Recorded information below:
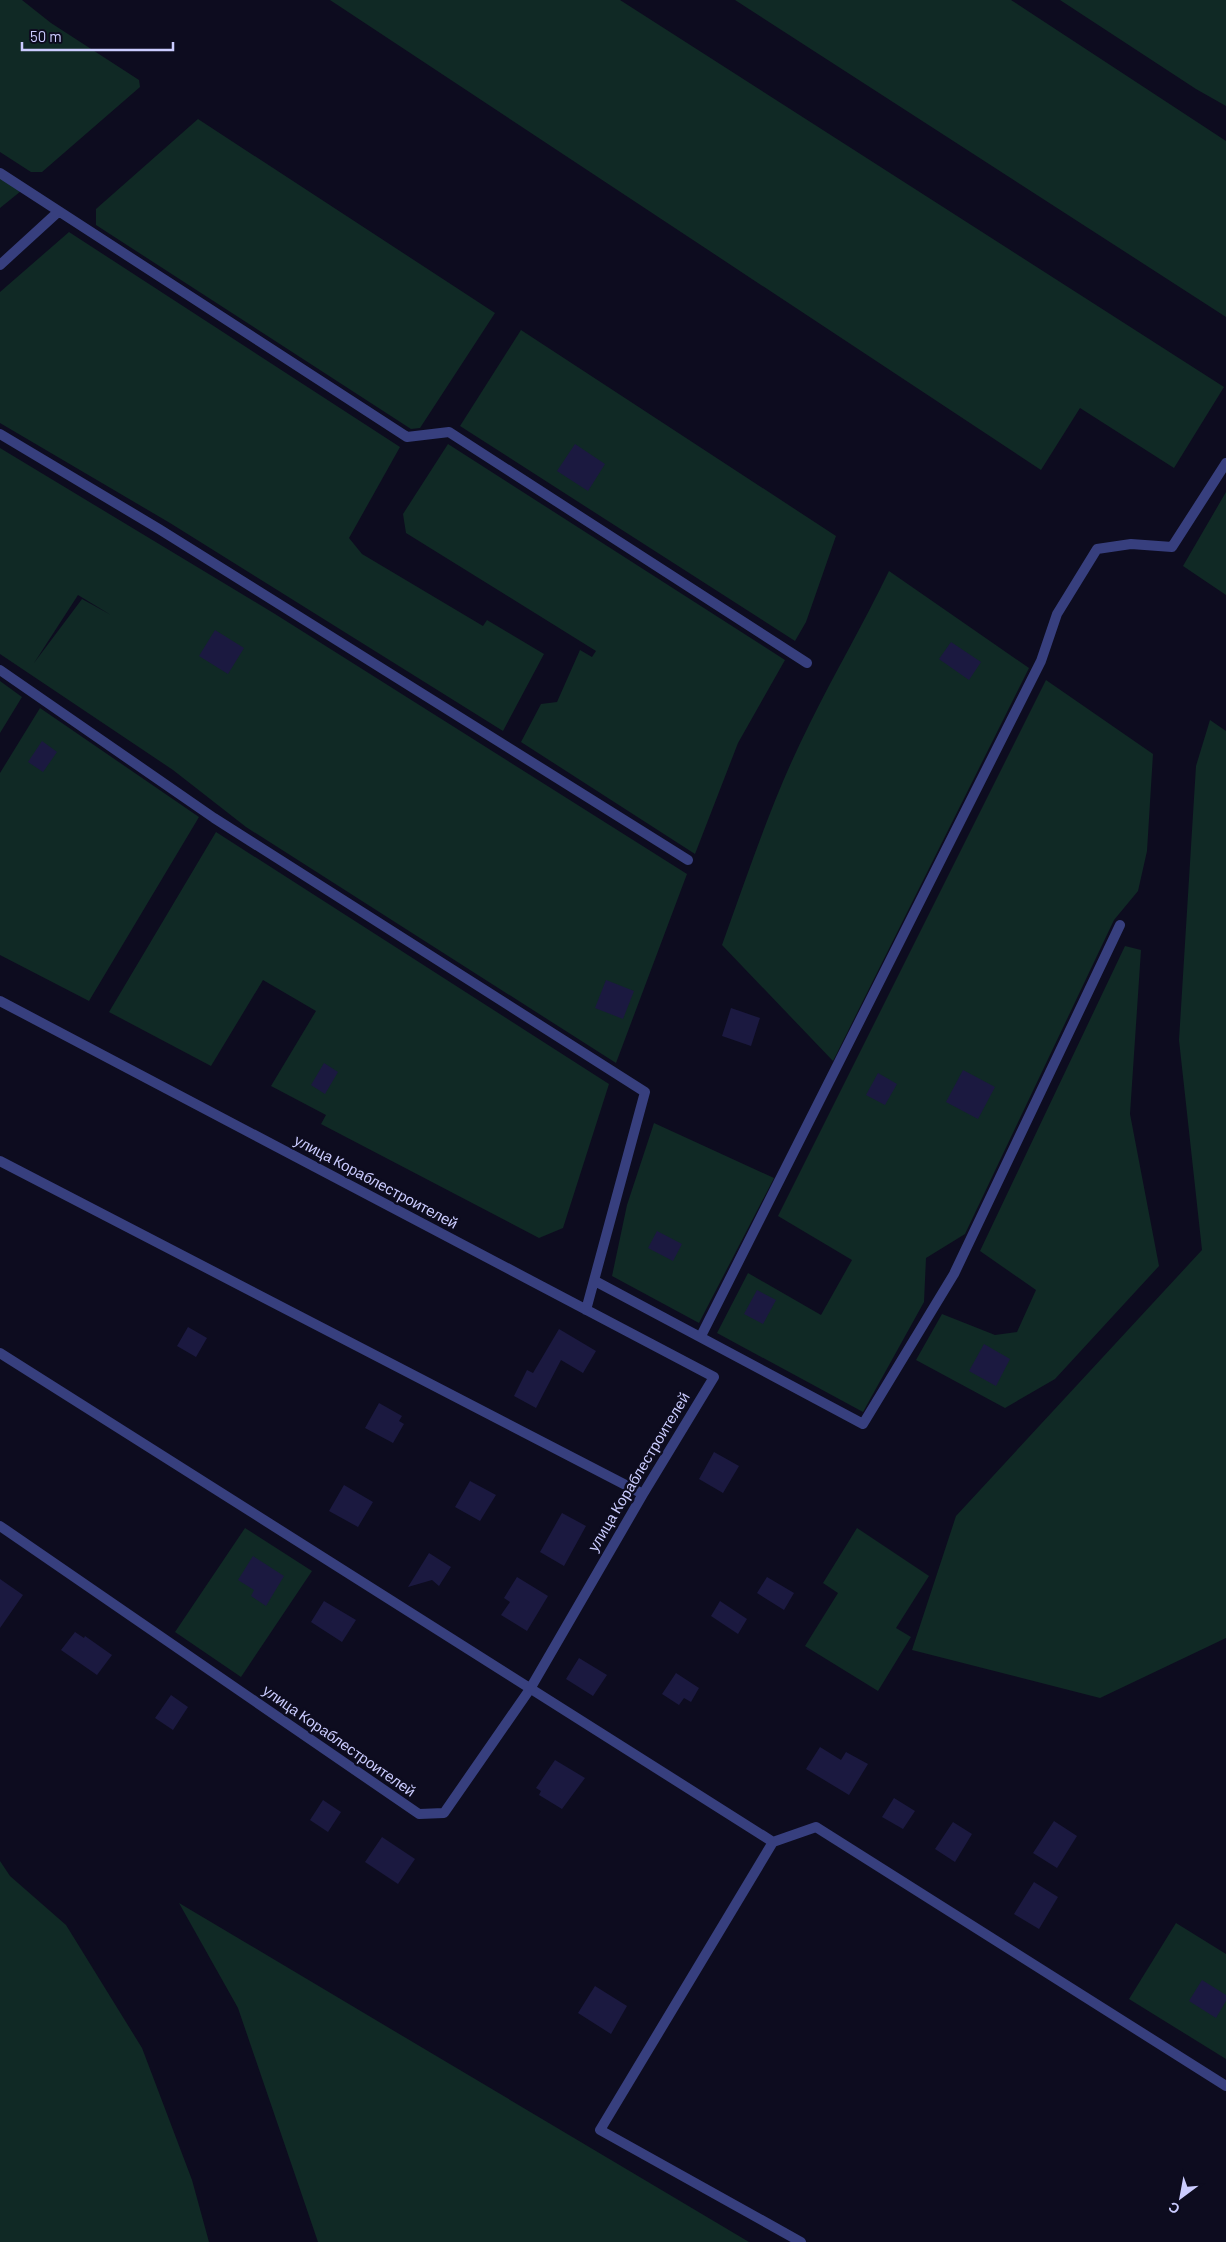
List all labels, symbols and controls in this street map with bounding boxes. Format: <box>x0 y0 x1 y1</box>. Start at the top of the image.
scale bar <box>22 20 174 52</box>
text: 50 m <box>30 27 62 45</box>
street label: улица Кораблестроителей <box>292 1130 461 1232</box>
street label: улица Кораблестроителей <box>583 1389 693 1554</box>
street label: улица Кораблестроителей <box>260 1680 419 1800</box>
north arrow <box>1156 2172 1206 2222</box>
text: С <box>1165 2199 1183 2218</box>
End of Recorded information.
#### About this exercise:
Each record above needs to be retyped exactly, without any pictures.

#### Answer section:
List all labels, symbols and controls in this street map with bounding boxes. Format: <box>x0 y0 x1 y1</box>. Start at the top of the image.
scale bar <box>22 20 174 52</box>
text: 50 m <box>30 27 62 45</box>
street label: улица Кораблестроителей <box>292 1130 461 1232</box>
street label: улица Кораблестроителей <box>583 1389 693 1554</box>
street label: улица Кораблестроителей <box>260 1680 419 1800</box>
north arrow <box>1156 2172 1206 2222</box>
text: С <box>1165 2199 1183 2218</box>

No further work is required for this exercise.